While operators can define security policies with an action (either Block or Allow), KubeArmor may handle those policies differently (blacklist vs. whitelist).
If the actions of all security policies for a container are 'Block', then these policies are handled in a blacklist manner. However, if at least one security policy's action is 'Allow', then all security policies for a container are handled in a whitelist manner, meaning that some security policies may be handled differently in containers.
Here, we introduce an example of how security policies are handled differently. There are two pods: pod A with (grp=1, role=A) and pod B with (grp=1, role=B). Let us say that an operator wants to block the execution of a bash shell in those pods, so the operator first defines a policy with (selector → grp=1, process → /bin/bash, action → block). Then, /bin/bash cannot be executed in the pods while some other applications are still executable (blacklist).

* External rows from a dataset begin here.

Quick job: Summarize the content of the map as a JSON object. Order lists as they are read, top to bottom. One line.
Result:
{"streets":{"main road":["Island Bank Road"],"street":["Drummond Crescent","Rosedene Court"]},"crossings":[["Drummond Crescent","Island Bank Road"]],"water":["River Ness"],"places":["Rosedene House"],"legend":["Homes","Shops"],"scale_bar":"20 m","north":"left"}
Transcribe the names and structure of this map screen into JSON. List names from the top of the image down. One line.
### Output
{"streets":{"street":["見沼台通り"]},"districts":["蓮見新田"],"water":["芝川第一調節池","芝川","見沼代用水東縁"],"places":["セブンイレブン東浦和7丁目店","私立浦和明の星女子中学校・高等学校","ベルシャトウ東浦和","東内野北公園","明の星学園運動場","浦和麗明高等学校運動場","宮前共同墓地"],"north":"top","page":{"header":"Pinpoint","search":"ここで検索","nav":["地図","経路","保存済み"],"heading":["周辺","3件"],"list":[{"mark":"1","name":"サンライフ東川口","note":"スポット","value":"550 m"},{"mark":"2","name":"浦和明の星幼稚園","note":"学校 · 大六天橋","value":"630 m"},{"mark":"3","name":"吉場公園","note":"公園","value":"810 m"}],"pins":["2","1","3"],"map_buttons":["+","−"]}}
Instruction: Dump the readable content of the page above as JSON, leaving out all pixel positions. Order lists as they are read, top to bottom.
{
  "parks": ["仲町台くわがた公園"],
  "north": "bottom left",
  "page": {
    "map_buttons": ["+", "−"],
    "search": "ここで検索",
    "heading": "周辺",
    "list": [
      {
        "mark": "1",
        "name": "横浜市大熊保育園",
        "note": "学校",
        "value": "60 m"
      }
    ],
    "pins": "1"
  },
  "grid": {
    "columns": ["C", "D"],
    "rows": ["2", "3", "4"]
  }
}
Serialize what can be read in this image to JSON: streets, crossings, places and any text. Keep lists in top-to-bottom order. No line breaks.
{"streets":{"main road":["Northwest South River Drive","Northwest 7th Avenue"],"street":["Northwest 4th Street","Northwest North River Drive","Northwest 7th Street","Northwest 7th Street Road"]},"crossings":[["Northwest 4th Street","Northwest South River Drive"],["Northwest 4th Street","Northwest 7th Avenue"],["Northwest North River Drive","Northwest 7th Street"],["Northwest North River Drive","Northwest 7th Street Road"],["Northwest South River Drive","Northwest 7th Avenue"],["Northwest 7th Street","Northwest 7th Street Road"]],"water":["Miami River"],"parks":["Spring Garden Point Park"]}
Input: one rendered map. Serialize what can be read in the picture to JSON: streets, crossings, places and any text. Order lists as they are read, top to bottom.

After that, let us say that the operator also wants the pods with role=A to execute /app only. Then, this policy will be enforced into Pod A. At this point, a problem may occur. Since Pod A has an 'Allow' policy and a 'Block' policy together, the way to handle those policies is changed from a blacklist manner to a whitelist manner, which means that Pod A will be only able to execute /app. Here, if Pod A needs to only run /app, then everything will be fine. However, what if Pod A had to implicitly execute some other applications (e.g., /agent)? Then, there will be a severe problem since all applications except for /app will be blocked in Pod A.